Writers Institute to kick off Spring 2009 Classic Film Series with Edgar G. Ulmer Double Feature

Working with very small budgets, Edgar G. Ulmer developed a reputation for “spinning straw into gold” during his career as a director on “Poverty Row,” the Hollywood name for the short-lived, independent studios of the ‘30s, ‘40s and ‘50s. We present two of his best short features, each of them shot in only six days.

DETOUR (United States, 1945, 67 minutes, b/w)
Directed by Edgar G. Ulmer
Starring Tom Neal, Ann Savage, Claudia Drake
Hailed by some as the best “B movie” ever made, Detour follows the bad luck of a musician who hitchhikes from New York to L.A., only to find himself trapped in a web of murder and intrigue. Critic David Thomson has called the film, “beyond remarkable…. a portrait of hell, and brilliantly done.”

BLUEBEARD (United States, 1944, 70 minutes, b/w)
Directed by Edgar G. Ulmer
Starring John Carradine, Jean Parker, Nils Asther
This enduring cult classic features a Parisian painter and puppeteer who murders his models after he paints them. A recent review in Time Out London called the film, “a triumph of mind, eye and talent over the matter handed him by a [tight studio] budget.”

J. Hoberman, Village Voice film critic:

"One of the most versatile and resourceful filmmakers in movie history, Edgar George Ulmer (1900-1972), worked in a bewildering variety of genres, countries, and languages. Ulmer was born in what is now the Czech republic and raised in imperial Vienna; originally a student of architecture, he broke into the film industry as a teenager and, serving mainly as a set designer, shuttled back and forth between Berlin and Hollywood through the early ‘30s. After directing a highly successful horror film, The Black Cat, for Universal in 1934, Ulmer relocated to New York City where for five years he directed an assortment of independent “ethnic” features—including a quartet of Yiddish-language talkies that have since become classics. (Jewish, but not Yiddish-speaking, Ulmer worked with many of the leading actors and writers of New York’s Yiddish theater.) In 1941, Ulmer returned to Hollywood. There, among many other low-budget genre films, he made the quintessential film noir, Detour in 1945; his last movies were produced in Europe."

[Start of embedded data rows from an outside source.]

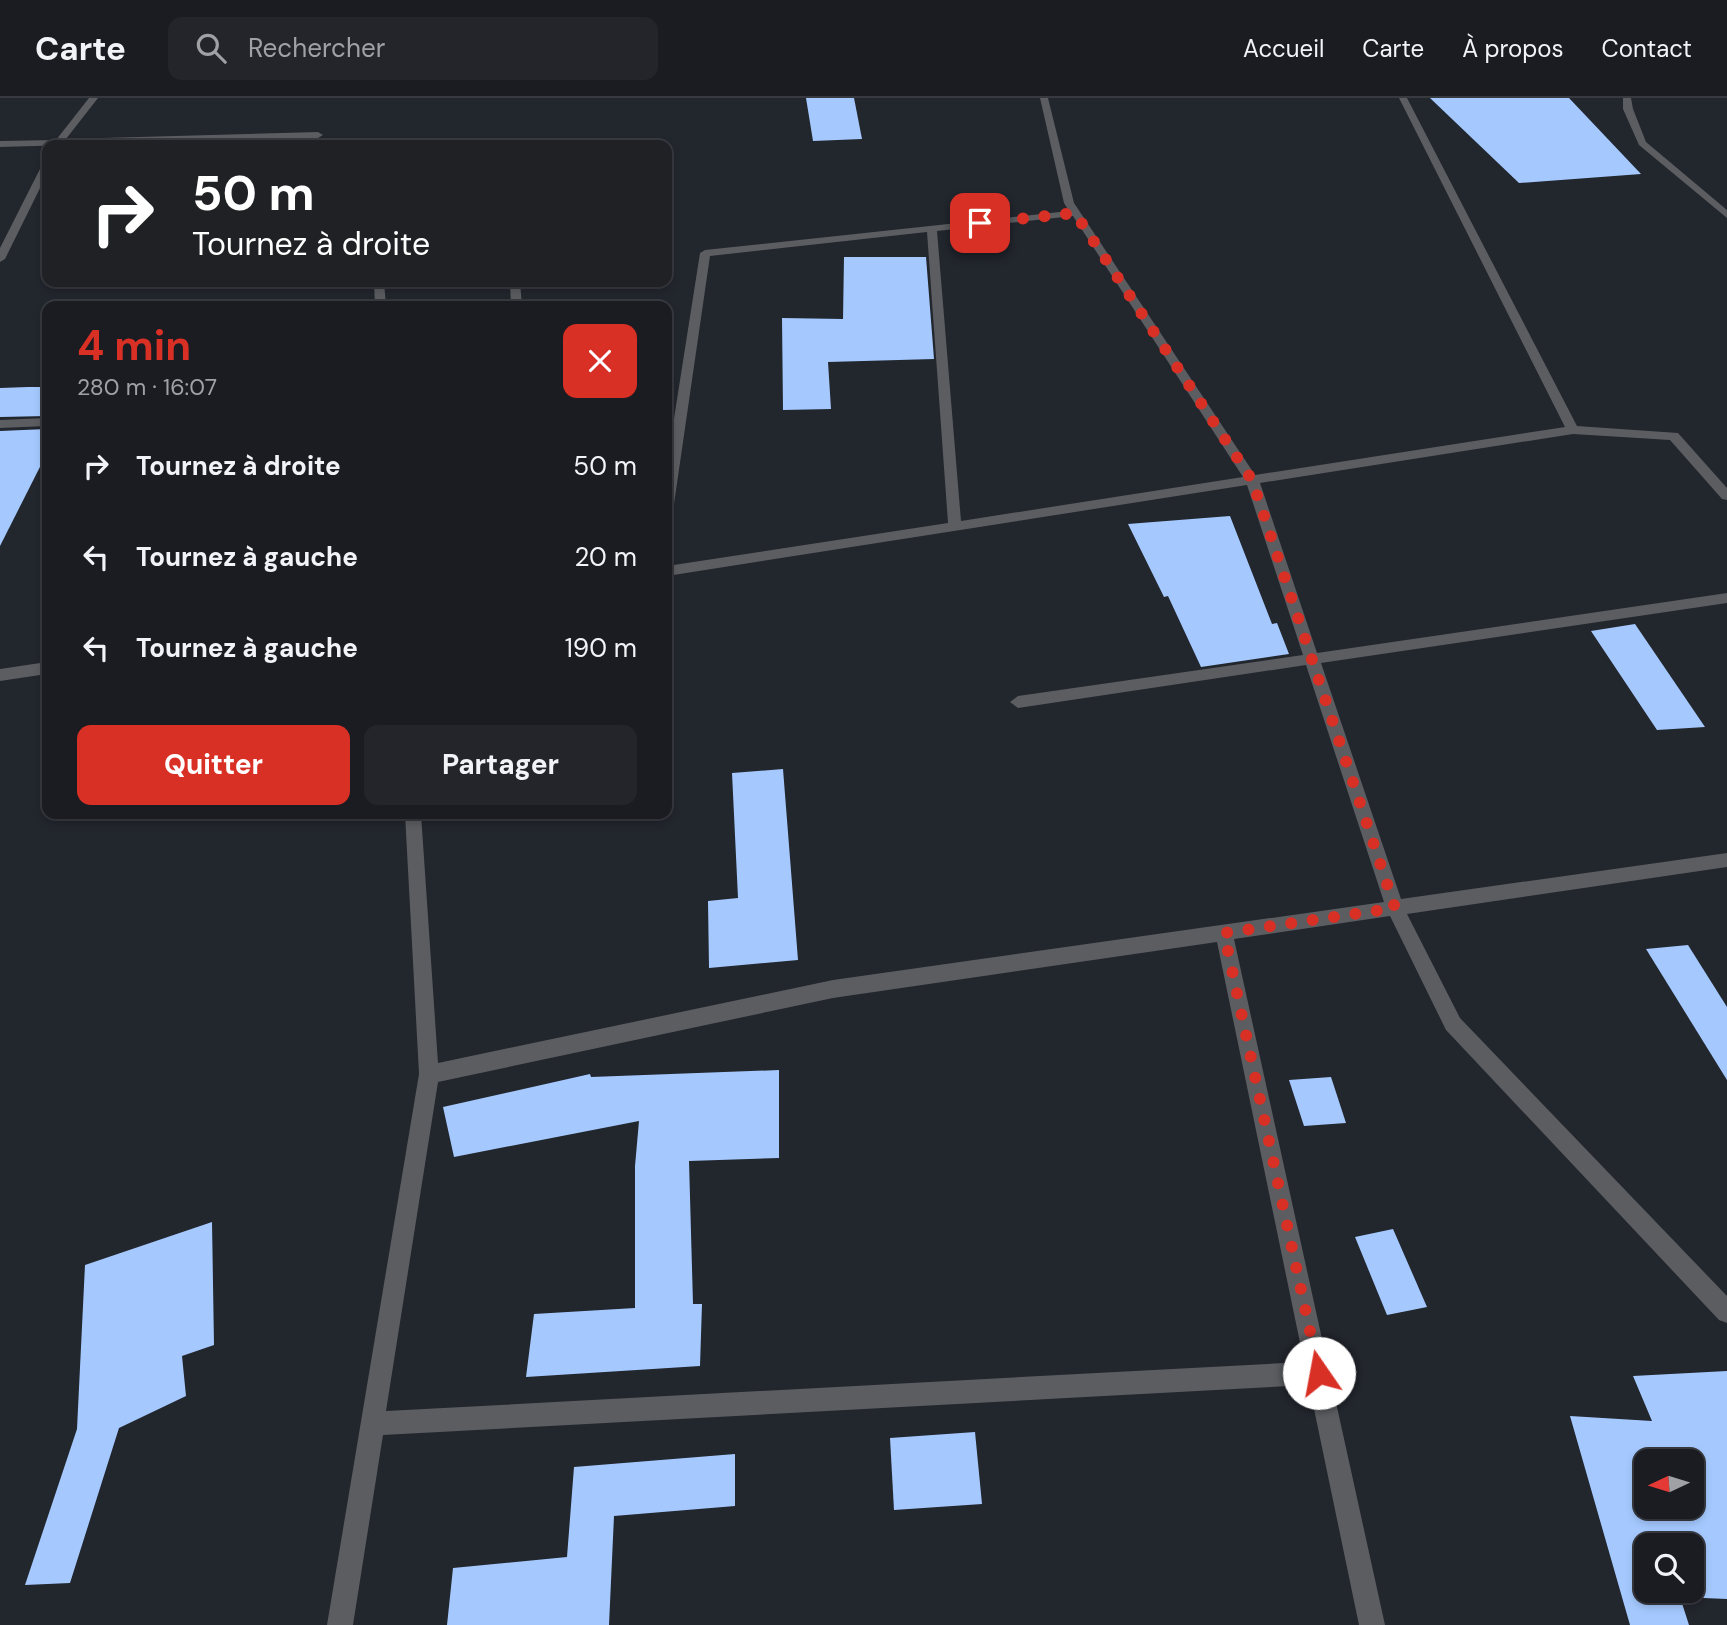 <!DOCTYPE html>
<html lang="fr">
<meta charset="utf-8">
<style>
:root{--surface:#1a1c22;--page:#23252a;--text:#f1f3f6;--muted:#9fa1a5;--line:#383a40;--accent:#d93025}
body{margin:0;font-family:"DM Sans",sans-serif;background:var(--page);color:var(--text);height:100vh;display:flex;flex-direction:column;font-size:26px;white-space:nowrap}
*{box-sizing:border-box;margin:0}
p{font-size:23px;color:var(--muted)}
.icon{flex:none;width:38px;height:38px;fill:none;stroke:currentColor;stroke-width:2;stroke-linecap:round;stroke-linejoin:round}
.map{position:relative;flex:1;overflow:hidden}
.sheet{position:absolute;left:42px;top:203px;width:630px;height:518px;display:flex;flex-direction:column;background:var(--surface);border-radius:14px;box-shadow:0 4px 10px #0003,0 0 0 2px var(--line)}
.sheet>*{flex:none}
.hud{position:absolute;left:42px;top:42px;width:630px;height:147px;border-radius:14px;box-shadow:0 4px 10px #0003,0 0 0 2px var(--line);background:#202124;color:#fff;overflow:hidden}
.needle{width:46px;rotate:266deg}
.fabs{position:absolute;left:1634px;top:1351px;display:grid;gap:14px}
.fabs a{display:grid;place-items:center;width:70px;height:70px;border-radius:14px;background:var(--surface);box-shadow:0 4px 10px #0003,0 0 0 2px var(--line);font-size:35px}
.pin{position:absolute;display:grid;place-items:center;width:60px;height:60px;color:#fff;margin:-30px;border-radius:14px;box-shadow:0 4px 10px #0006}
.me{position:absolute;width:77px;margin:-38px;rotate:348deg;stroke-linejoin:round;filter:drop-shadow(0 0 5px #0008)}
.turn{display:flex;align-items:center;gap:24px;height:147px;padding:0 35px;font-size:32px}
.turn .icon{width:91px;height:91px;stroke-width:2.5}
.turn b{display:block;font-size:49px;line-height:60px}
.round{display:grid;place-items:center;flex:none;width:74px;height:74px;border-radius:14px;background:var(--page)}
.head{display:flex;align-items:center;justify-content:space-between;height:119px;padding:0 35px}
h1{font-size:42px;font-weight:700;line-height:52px;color:var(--accent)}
.action{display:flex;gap:14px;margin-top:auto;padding:14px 35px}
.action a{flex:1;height:80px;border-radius:14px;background:var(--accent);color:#fff;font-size:28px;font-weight:700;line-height:80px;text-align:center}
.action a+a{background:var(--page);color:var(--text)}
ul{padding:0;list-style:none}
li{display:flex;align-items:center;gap:21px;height:91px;padding:0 35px}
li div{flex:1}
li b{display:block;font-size:26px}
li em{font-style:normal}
header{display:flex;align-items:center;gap:42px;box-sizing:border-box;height:98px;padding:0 35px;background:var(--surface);border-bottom:2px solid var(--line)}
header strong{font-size:33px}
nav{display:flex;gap:38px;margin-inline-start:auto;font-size:24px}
.search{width:490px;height:63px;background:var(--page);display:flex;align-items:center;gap:18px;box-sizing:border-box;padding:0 24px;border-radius:14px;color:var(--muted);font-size:26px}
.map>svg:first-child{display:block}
.building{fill:#a5c9ff;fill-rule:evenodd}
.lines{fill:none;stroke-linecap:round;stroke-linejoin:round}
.street{fill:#5b5d61;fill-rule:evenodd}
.route{stroke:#d93025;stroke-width:12;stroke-dasharray:0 21.6}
</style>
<header>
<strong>Carte</strong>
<div class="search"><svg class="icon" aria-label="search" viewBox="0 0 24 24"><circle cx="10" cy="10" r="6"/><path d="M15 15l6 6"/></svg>Rechercher</div>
<nav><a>Accueil</a><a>Carte</a><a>À propos</a><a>Contact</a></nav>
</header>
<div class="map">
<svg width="1727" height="1527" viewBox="0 0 1727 1527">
<rect width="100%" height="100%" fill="#22262d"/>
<g class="building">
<polygon points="806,0 854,0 862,41 813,43"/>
<polygon points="1430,0 1569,0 1641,76 1519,85"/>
<polygon points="844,159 926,159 934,261 828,264 831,311 783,312 782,220 843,221"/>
<polygon points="28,289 47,289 47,318 0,319 0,290"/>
<polygon points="47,331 47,355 0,448 0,333"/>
<polygon points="1230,418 1272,526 1277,525 1289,556 1201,569 1168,498 1164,499 1128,426"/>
<polygon points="1635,526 1705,629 1657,632 1591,533"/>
<polygon points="783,671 798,862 709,870 708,803 738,800 732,675"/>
<polygon points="1688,847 1727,909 1727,982 1646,851"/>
<polygon points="779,972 779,1060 689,1063 693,1206 702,1206 700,1268 526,1279 534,1216 635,1210 635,1068 639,1023 454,1059 443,1009 590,976 591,979"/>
<polygon points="1331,979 1346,1025 1304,1028 1289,982"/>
<polygon points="212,1124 214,1247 182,1258 186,1298 119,1330 70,1485 25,1487 77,1331 85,1167"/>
<polygon points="1393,1131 1427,1209 1387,1217 1355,1139"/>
<path d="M1727,1273V1501L1680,1499L1689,1527H1630L1570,1318L1652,1323L1633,1278ZM1647,1363H1692V1409H1647ZM1647,1447H1692V1493H1647Z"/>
<polygon points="975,1334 982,1406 894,1412 890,1340"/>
<polygon points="735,1356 735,1408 614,1418 609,1527 447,1527 453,1470 567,1459 574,1369"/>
</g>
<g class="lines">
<g class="street">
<polygon points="89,0 98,0 66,41 318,34 323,37 318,40 0,49 0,43 56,42"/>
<path d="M1040,0H1048L1074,105L1255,377L1565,329L1399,0H1407L1577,328L1678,335L1727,390V402L1722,401L1670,342L1573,336L1260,385L1317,555L1727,495V505L1321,565L1401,801L1727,755V769L1407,816L1460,920L1727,1198V1225L1719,1222L1446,932L1390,818L1234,841L1385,1527H1359L1309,1287L383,1337L353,1527H327L419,976L405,716H421L438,965L833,882L1384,804L1306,567L1018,610L1010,604L1018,598L1303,557L1247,387L667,478V468L948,425L927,134L710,158L674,406L667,410V365L700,155L705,152L1069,113L1064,105ZM1073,118L1243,379L961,423L937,133ZM1217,844L1304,1264L386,1313L438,984L833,900Z"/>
<polygon points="1623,0 1631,0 1633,11 1646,44 1727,112 1727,120 1639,47 1623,11"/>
<polygon points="47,64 47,76 5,161 0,164 0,150 42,67"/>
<polygon points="374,184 384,184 386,208 375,208"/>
<polygon points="510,184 520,184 522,208 511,208"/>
<polygon points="47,320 47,328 0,330 0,322"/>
<polygon points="47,564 47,576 0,583 0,571"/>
</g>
</g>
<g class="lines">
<polyline class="route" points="980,125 1075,115 1252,382 1395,810 1224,835 1319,1275"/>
</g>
</svg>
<div class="fabs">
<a><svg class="needle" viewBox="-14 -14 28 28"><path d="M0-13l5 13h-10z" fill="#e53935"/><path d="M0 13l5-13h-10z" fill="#9fa1a5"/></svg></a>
<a><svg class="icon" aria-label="search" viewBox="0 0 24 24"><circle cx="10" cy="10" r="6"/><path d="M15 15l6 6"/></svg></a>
</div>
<div class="pin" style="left:980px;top:125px;background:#d93025"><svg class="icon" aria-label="arrive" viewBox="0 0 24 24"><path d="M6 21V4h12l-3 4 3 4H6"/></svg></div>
<svg class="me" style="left:1319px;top:1275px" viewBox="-20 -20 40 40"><circle r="19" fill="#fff"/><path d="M0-13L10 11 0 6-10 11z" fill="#d93025"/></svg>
<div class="hud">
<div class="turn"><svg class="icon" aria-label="right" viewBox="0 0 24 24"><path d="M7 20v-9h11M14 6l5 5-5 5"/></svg><div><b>50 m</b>Tournez à droite</div></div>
</div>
<section class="sheet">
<div class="head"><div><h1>4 min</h1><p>280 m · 16:07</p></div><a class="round" style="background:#d93025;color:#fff"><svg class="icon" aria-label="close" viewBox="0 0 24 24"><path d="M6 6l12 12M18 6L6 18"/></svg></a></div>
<ul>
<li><svg class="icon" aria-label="right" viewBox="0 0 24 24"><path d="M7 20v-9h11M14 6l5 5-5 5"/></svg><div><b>Tournez à droite</b></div><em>50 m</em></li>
<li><svg class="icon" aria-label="left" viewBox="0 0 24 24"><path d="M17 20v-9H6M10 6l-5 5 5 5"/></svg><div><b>Tournez à gauche</b></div><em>20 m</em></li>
<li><svg class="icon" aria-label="left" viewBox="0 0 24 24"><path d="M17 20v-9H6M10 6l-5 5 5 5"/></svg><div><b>Tournez à gauche</b></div><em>190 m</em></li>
</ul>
<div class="action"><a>Quitter</a><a>Partager</a></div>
</section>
</div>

"An underground auteur, largely unrecognized during his lifetime, Ulmer has since taken his place among cinema’s legendary figures—an inspiration for the French new wave and a precursor of the American independent film movement, as well as an innovative and unique stylist in his own right."


Note: The films will be screened on Friday, January 30 at 7:30 PM in Page Hall, 135 Western Ave., on the University at Albany's downtown campus.